Ontario recently announced it will begin funding one cycle of IVF to achieve egg retrieval and one-at-a-time transfer of all viable embryos to allow for the possibility of multiple chances for pregnancy. Women age 42 and under are eligible for coverage, which begins in December.
Meanwhile, the Quebec government is poised to overhaul its program under Bill 20, which would remove most IVF coverage from the provinces’s health coverage.
Bill 20 would cap the eligibility for IVF at age 42. Women older than that would have to pay for the assisted reproduction procedure out of their own pockets.
Under the proposed legislation, women who qualify for IVF would be offered tax credits based on family income.
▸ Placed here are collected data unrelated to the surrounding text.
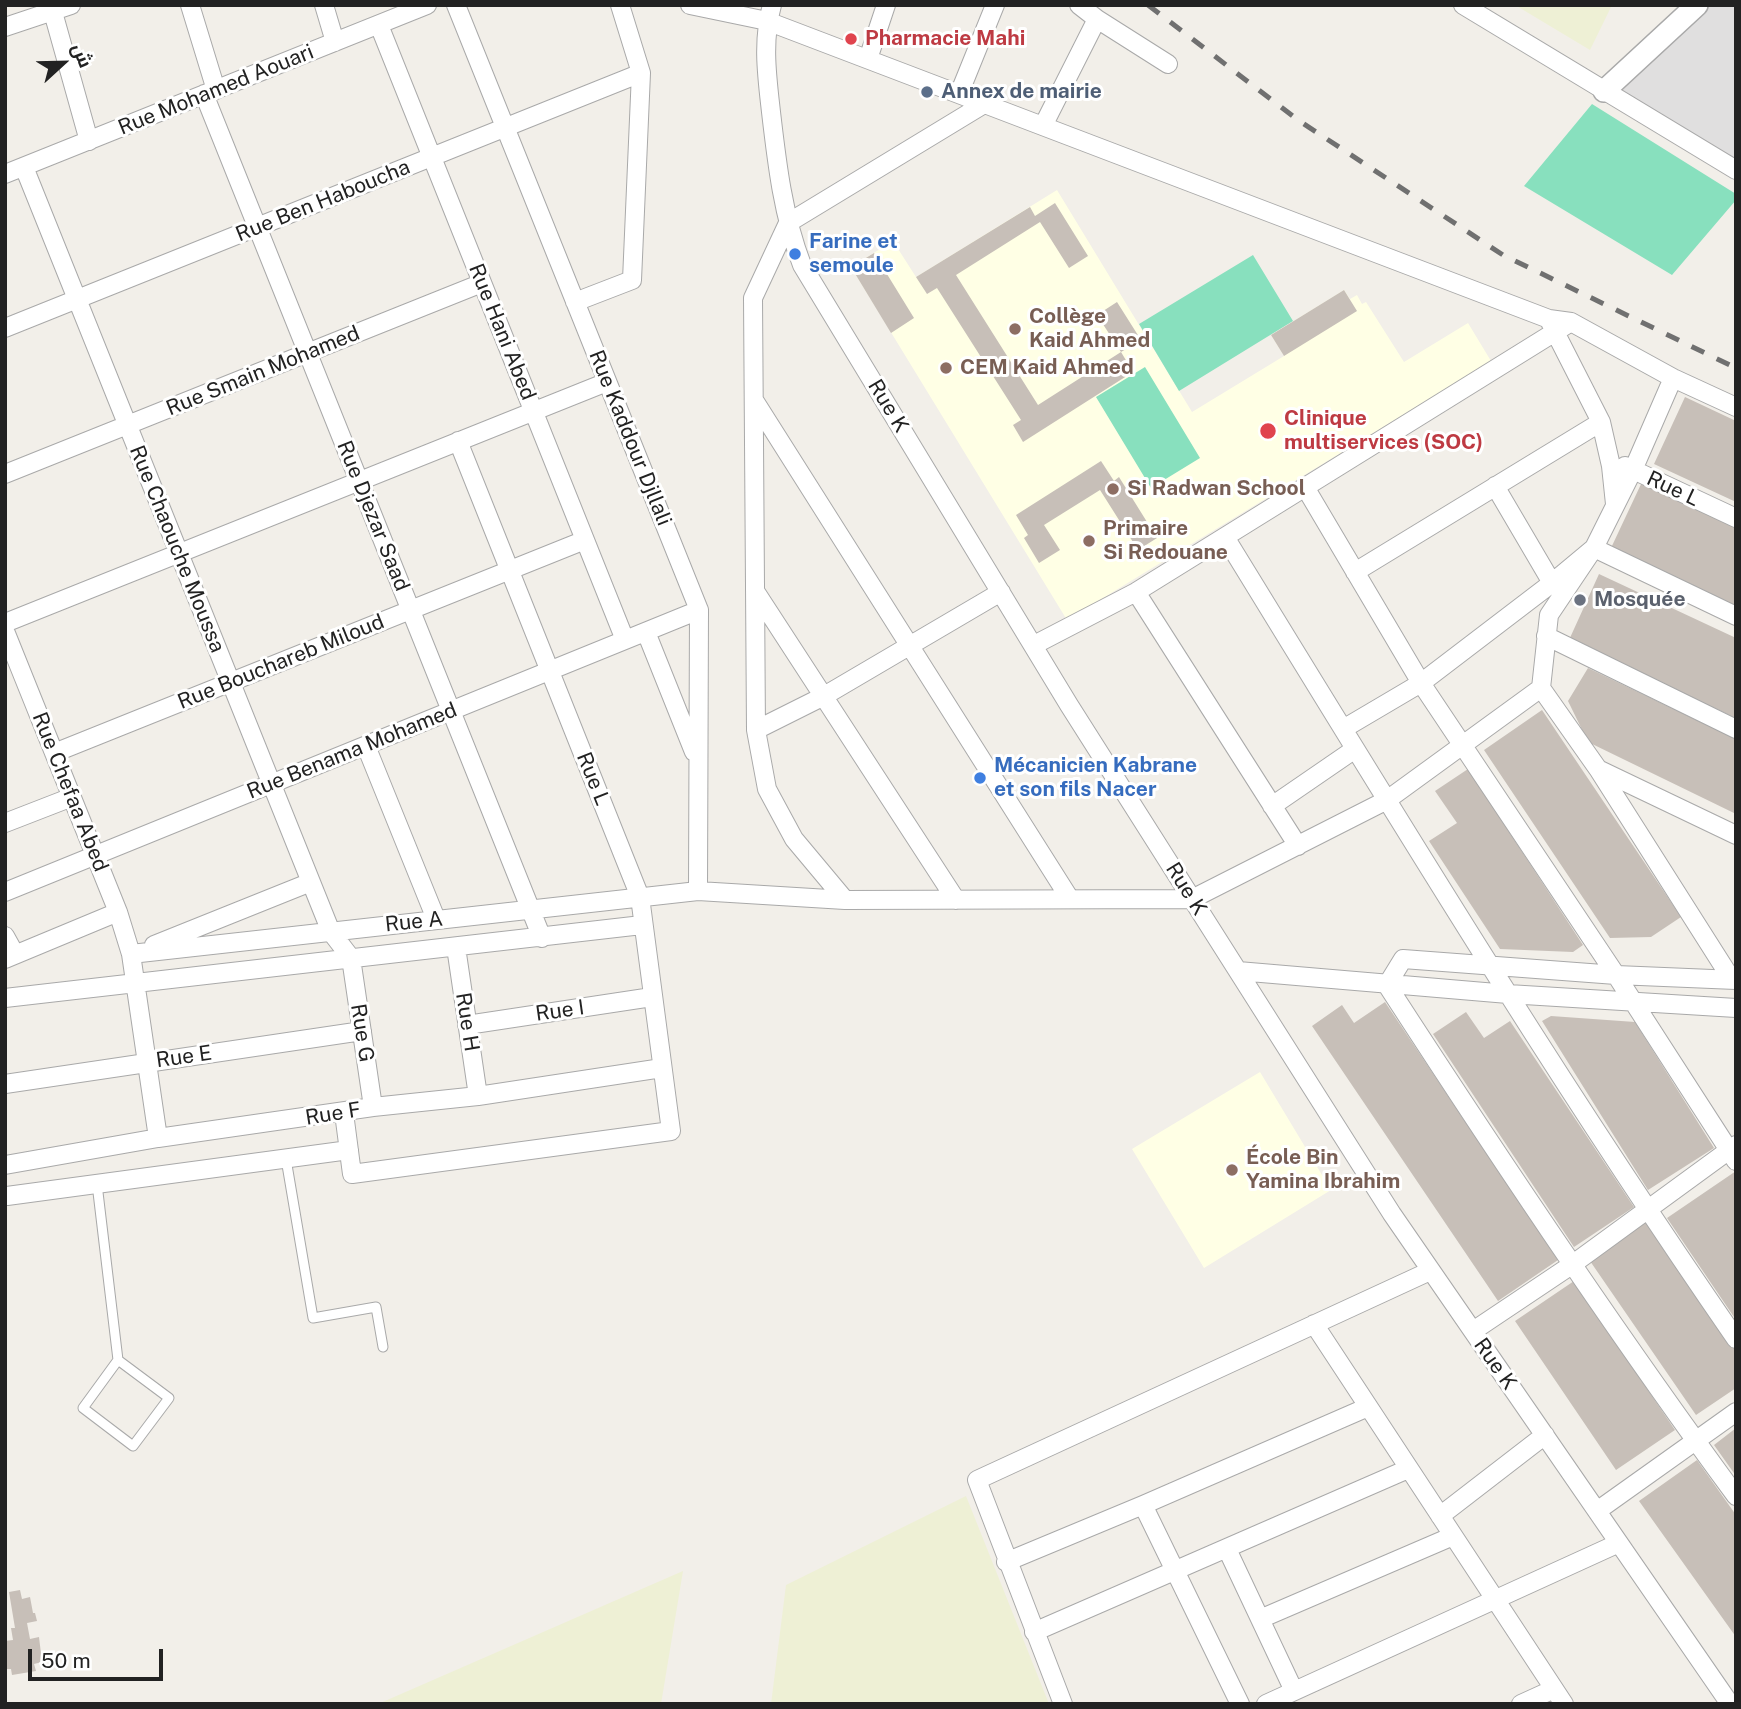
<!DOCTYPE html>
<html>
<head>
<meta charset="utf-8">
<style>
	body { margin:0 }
	#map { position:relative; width:1741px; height:1709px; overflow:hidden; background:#f2efe9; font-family:"Public Sans",Cairo,sans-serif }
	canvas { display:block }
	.frame { position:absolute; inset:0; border:7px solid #222; pointer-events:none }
	.north { position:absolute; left:28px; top:28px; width:70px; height:70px; -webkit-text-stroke:5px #fff; paint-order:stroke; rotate:68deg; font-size:19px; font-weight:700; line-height:28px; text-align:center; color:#222 }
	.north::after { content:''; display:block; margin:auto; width:24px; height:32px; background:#222; clip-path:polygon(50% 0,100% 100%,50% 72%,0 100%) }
	.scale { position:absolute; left:28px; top:1649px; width:135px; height:32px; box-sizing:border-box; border:4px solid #222; border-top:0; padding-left:9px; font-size:21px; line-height:24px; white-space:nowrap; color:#222; -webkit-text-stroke:5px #fff; paint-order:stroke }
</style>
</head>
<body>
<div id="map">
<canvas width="1741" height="1709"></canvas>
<div class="frame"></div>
<div class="north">ش</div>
<div class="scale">50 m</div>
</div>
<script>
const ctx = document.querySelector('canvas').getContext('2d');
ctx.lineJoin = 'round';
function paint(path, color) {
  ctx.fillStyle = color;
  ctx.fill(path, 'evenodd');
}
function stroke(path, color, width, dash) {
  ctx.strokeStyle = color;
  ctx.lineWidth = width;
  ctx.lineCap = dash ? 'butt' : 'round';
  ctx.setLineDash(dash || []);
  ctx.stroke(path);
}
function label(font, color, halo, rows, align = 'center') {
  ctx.font = font + ' "Public Sans",sans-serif';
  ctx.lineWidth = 6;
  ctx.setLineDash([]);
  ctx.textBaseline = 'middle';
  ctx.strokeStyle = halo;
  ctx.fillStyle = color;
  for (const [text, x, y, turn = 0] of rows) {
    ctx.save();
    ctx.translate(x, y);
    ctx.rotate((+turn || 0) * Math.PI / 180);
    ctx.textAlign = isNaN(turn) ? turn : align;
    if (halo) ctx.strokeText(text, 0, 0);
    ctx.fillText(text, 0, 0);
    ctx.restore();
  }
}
paint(new Path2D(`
	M1697,5H1736V170L1604,92Z`), '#e0dfdf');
paint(new Path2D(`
	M1057,190L1192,412L1284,356L1271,335L1344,290L1350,299L1357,295L1362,304L1366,302L1404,362L1468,323L1491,361L1067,620L851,267L893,241L916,277Z
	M1260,1072L1331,1190L1204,1268L1132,1149Z`), '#ffffe5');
paint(new Path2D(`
	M1515,5H1612L1590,50Z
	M966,1496L1049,1704H771L786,1585Z
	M683,1571L661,1704H378Z`), '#eef0d5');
paint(new Path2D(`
	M1592,104L1736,194V200L1672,275L1524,186Z
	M1253,255L1293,321L1179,391L1139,324Z
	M1145,367L1200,458L1151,488L1096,397Z`), '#88e0be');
paint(new Path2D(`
	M1055,203L1088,256L1069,268L1040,222L956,275L1038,405L1121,352L1097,315L1117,302L1141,340L1121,352L1133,372L1023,442L1013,425L1021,420L937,288L927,294L916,277L1030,207L1035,216Z
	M874,253L914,318L891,333L851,267Z
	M1344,290L1357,311L1284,356L1271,335Z
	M1685,397L1736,421V502L1654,464Z
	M1101,461L1114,481L1119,477L1157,538L1138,550L1100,490L1044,525L1060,550L1039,563L1024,538L1028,535L1016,515Z
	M1642,482L1736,526V607L1611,548Z
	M1599,574L1736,638V718L1569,640Z
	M1588,668L1736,739V814L1588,742L1568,701Z
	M1542,710L1681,917L1651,937L1610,938L1484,750Z
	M1468,769L1583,945L1573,952L1500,949L1429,841L1457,823L1435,791Z
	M1385,1002L1558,1260L1498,1301L1312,1026L1342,1005L1354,1023Z
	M1466,1012L1484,1038L1510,1021L1634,1207L1574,1247L1433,1034Z
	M1551,1016L1635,1022L1714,1148L1648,1190L1542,1021Z
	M1736,1171V1320L1667,1218Z
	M1648,1221L1736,1349V1388L1696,1415L1590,1261Z
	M1574,1281L1675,1430L1616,1470L1515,1321Z
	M1736,1428V1476L1714,1445Z
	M1697,1460L1736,1515V1637L1639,1501Z
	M20,1590L22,1599L30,1597L33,1613H35L37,1621L27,1623L30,1639L39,1637L42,1662L34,1664L36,1671L12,1675L11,1669H5V1641L13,1640L11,1628H15L9,1592Z`), '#c7bfb8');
const service = new Path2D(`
	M286,1159L313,1318L376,1307L383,1347
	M97,1184L118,1360L169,1398L133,1446L83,1408L118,1360`);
const minor = new Path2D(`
	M51,5L89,141
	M190,5L216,90
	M324,5L335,42
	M456,5L699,610L698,891
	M690,5L767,21L1549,319L1571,322L1673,378L1736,407
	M772,5C762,41 767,76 771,112C777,164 783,216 802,265L1069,705L1392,1214L1730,1704
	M1079,5L1097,19L1168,64
	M1463,5L1736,170
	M379,25L625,640
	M5,27L71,5
	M868,59L886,5
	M204,94L542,938
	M959,94L995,5
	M984,104L788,223L753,298L756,730L767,789L794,839L845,900L1192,899L1387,800L1541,688L1549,615L1594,548L1633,470L1673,378
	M1043,126L1097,19
	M24,167L331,932L351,958L373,1107
	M5,174L427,5
	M575,302L632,280L641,73L620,5
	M1550,322L1601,422L1611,466L1615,504
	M5,328L641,73
	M754,400L1070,899
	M1625,466L1736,518
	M5,474L482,283
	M1495,486L1552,583
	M1305,487L1421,683L1616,975L1736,1161
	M1225,537C1391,807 1555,1078 1736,1339
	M1355,572L1601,422
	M755,591L956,900
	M1136,592L1298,846
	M5,623L607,382
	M5,631L118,912L131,954L158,1138
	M646,632L694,752
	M1546,636L1736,729
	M1034,645L1136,592L1571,322
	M1541,688L1598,769L1732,980
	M1343,729L1421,683L1552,583L1594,548L1736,616
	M756,730L824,696L1001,592
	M366,746L436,919
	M54,753L585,540
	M1598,769L1736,835
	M1272,806L1355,749
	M5,823L72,797
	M5,892L699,610
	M5,936L15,954
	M154,945L311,882
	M456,947L478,1096
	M131,954L698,891L845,900
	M5,959L118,912
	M1238,971L1508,994L1736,1008
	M1736,980L1616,975L1403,959L1387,985C1499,1158 1614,1330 1736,1496
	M5,998L642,925
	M467,1025L652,997
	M5,1084L362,1031
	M344,1113L352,1174L671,1131L640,897L458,441
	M5,1165L158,1138L373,1107L478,1096L662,1068
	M7,1196L349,1150
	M1314,1324L1564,1704
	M1473,1331L1573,1264L1736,1145
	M1143,1505L1240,1704
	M1597,1511L1736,1412
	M1440,1516L1545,1435
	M1227,1549L1294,1691
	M1006,1562L1143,1505L1368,1407
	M1260,1619L1453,1536
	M1034,1632L1408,1469
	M1063,1704L977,1480L1430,1271
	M1266,1704L1619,1543
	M1521,1704L1554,1689`);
const tertiary = new Path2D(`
	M1604,91L1697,5`);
stroke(service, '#a9a9a9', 11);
stroke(minor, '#a9a9a9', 20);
stroke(tertiary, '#a9a9a9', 24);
stroke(service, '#fff', 9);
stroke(minor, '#fff', 18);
stroke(tertiary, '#fff', 21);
stroke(new Path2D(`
	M1148,5L1298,120L1503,255L1736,368`), '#707070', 5, [14, 14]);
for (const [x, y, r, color] of [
	[851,39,7,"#e0444e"],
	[927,92,7,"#5c6f8a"],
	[795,254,7,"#3f7fe0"],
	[1015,329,7,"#8d6e63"],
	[946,368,7,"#8d6e63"],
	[1268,431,9,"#e0444e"],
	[1113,489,7,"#8d6e63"],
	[1089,541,7,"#8d6e63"],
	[1580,600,7,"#6b7280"],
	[980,778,7,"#3f7fe0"],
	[1232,1170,7,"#8d6e63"]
]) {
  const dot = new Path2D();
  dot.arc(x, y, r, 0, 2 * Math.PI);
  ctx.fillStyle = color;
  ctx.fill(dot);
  stroke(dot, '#fff', 2.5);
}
label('bold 21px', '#be3a42', '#fff', [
	["Pharmacie Mahi",865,39],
	["Clinique",1284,419],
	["multiservices (SOC)",1284,443]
], 'left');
label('21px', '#222', '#fff', [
	["Rue Mohamed Aouari",216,90,-22],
	["Rue Ben Haboucha",323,201,-22],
	["Rue Hani Abed",502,332,68],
	["Rue Smain Mohamed",263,371,-22],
	["Rue K",888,406,59],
	["Rue Kaddour Djllali",630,438,68],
	["Rue L",1673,489,25],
	["Rue Djezar Saad",373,516,68],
	["Rue Chaouche Moussa",177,549,68],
	["Rue Bouchareb Miloud",281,662,-22],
	["Rue Benama Mohamed",352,751,-22],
	["Rue L",593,779,68],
	["Rue Chefaa Abed",70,792,68],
	["Rue K",1186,889,58],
	["Rue A",414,922,-6],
	["Rue I",560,1011,-8],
	["Rue H",467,1022,81],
	["Rue G",362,1033,81],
	["Rue E",184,1057,-8],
	["Rue F",333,1114,-9],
	["Rue K",1495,1364,55]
]);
label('bold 21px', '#4e5e75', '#fff', [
	["Annex de mairie",941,92]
], 'left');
label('bold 21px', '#366cbe', '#fff', [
	["Farine et",809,242],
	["semoule",809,266],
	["Mécanicien Kabrane",994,766],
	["et son fils Nacer",994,790]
], 'left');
label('bold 21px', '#785e54', '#fff', [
	["Collège",1029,317],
	["Kaid Ahmed",1029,341],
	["CEM Kaid Ahmed",960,368],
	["Si Radwan School",1127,489],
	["Primaire",1103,529],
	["Si Redouane",1103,553],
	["École Bin",1246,1158],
	["Yamina Ibrahim",1246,1182]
], 'left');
label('bold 21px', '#5b616d', '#fff', [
	["Mosquée",1594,600]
], 'left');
</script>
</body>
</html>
Those with an annual family income of less than $50,000 would receive an 80 per cent tax credit to cover the cost of treatment, while those with higher earnings could receive a credit as low as 20 per cent.
While clearly expensive for Quebec’s public purse — IVF coverage was initially budgeted at $30 million a year, but had hit $70 million by 2013 — it did manage to achieve one of its major goals.
In part, the program was aimed at reducing the number of multiple-fetus pregnancies from transferring more than one embryo at a time in the hope of producing a singleton birth.
That’s because twin, triplet and other multiple pregnancies often result in premature and underdeveloped newborns whose fragile health can be costly for the already overburdened health system — initially for neonatal intensive care and sometimes due to lifelong medical conditions.
A second study to be presented Monday at the ASRM meeting found Quebec’s IVF program met its goal of reducing the multiple birth rate to less than 10 per cent of all IVF deliveries — down from 25 per cent before the program began.
“The first incomplete year of the program, it goes down to 13.1 per cent, then it goes down to 9.5 per cent the first full year of the program,” said lead researcher Michael Dahan, a fertility specialist at McGill University’s Reproductive Centre.
Provincial health records show there were just over 1,000 IVF babies born per year before public funding, a number that jumped by 64 per cent to 1,723 in the first full year of the program, while births from spontaneous conceptions continued to hover around 84,000 each year.
Pre-program, there were 218 multiple births resulting from IVF treatment in the year coverage was instituted; that figure fell by 60 per cent to 165 in the first year after, said Dahan.
“Even though more IVF is being done and more babies are being born, the number of multiple births is going down.”
Yet despite that drop, the study found the proportion of women admitted to hospital after becoming pregnant through IVF rose each year after the program’s introduction.
“We thought because the multiple pregnancy rate dropped so substantially that we would see a decreased rate in the antepartum (pre-delivery) admission. In fact, we did not,” said Dahan. “It was a little surprising and we have a little trouble explaining it.”
Researchers say the publicly funded IVF program has had another positive effect — raising the province’s live birth rate by almost 0.8 per cent — “a very significant increase,” said Dahan.
Quebec’s fertility rate in 2011 was close to the national average of 1.61 children per woman, according to the most recent figures from Statistics Canada, but fell below the two children needed to maintain population levels without immigration.